Problem requirements: Going line by line through the entries below, tally those that hold the string "main". Give only the total.

[Dataset entries]
* * *

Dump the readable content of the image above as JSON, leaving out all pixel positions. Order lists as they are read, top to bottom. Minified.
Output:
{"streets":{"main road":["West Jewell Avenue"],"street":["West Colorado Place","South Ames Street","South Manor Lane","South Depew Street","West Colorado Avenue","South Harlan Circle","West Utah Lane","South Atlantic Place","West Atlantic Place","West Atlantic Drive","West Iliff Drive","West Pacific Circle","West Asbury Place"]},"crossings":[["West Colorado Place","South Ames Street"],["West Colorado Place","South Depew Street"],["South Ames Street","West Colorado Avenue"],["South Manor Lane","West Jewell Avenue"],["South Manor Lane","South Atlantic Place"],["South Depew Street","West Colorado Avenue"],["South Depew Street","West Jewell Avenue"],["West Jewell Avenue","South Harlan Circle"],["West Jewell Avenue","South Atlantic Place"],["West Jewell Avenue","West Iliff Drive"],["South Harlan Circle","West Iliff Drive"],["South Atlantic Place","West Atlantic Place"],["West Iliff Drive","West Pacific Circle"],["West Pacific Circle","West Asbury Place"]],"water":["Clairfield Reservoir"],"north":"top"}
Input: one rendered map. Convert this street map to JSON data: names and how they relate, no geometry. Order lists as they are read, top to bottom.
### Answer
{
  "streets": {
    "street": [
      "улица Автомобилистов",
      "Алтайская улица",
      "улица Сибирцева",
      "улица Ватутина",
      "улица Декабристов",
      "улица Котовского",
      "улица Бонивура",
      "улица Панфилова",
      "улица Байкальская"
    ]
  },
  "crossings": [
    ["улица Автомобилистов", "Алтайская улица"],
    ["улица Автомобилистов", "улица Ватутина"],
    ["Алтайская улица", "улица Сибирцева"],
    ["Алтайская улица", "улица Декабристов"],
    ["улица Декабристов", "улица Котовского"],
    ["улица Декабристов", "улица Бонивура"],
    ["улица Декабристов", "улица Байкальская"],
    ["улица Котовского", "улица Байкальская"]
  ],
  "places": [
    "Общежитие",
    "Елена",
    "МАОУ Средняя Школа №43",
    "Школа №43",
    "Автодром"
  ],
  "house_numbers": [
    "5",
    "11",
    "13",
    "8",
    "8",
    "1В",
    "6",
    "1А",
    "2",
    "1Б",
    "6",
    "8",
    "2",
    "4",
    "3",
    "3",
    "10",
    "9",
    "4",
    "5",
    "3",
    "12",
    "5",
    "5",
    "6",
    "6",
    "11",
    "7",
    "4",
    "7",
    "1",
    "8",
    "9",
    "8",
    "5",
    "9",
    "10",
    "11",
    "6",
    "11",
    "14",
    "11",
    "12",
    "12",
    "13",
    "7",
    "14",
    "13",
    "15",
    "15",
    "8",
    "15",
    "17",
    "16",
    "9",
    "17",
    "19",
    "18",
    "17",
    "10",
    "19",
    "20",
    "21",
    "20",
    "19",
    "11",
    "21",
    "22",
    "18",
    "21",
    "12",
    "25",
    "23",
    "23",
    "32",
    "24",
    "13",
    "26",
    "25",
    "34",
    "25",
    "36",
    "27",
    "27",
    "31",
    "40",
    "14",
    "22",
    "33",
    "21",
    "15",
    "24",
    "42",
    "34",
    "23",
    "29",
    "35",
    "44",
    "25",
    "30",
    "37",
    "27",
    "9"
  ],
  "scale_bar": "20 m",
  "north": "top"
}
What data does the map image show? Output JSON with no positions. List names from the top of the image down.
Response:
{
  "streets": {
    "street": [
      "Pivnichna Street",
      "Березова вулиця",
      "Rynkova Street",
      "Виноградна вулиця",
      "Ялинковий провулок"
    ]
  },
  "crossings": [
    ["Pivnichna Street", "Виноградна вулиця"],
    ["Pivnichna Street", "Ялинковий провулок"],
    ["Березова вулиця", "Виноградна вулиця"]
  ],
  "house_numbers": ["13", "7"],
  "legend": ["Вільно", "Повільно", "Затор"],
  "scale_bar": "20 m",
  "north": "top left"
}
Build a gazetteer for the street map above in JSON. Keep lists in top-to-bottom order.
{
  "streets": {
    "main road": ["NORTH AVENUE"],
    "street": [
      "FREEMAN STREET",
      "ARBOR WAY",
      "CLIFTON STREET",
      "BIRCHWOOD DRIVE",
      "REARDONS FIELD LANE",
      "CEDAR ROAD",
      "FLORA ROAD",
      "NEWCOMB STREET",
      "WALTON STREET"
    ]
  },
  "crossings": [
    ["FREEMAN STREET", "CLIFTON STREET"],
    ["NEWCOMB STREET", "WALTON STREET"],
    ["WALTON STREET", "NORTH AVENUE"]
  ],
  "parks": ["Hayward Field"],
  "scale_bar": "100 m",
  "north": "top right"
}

* * *

Answer to this exercise: 2